Why do I do it? Why do I allow these crazy, depressing, painful stories to seep into my brain and heart day after day? First, because I know this is what I’ve been created for. This is what God put me on this earth to do. Secondly, because the empathy that I have for these survivors (that’s how I like to refer to them – survivors not victims) is desperately needed and can be helpful to them. How could I live with myself knowing that I can help even one of them, but that I didn’t because it was “too hard”?
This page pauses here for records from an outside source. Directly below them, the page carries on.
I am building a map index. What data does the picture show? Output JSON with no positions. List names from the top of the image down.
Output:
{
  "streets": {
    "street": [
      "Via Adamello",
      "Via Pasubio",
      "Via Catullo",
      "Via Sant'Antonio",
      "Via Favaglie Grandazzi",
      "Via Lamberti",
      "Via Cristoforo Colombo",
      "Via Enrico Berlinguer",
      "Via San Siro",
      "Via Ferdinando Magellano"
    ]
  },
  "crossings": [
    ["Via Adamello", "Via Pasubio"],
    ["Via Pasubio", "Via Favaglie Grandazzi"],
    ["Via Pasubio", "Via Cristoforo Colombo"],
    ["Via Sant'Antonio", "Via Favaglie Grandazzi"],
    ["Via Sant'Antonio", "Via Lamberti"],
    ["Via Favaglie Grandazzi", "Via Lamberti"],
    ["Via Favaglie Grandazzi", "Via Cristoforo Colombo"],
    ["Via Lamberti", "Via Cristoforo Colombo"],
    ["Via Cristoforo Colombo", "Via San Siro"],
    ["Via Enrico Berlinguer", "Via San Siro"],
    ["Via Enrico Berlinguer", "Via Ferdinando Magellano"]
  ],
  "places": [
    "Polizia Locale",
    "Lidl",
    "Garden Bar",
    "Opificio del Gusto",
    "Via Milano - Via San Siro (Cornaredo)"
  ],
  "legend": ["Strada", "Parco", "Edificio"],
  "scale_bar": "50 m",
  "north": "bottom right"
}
The most tangible reason I counsel these survivors is because of the moments when I can look into someone’s eyes and see change. Not all of the precious souls I see will get to this point but of those that do, this change usually takes the form of anger first. Righteous anger directed at their abuser or anger directed at the universe or God or their higher power. Anger is good, I tell them. Anger is progress. Anger means they have reasserted their right to be safe. Then, after anger is processed, healing begins.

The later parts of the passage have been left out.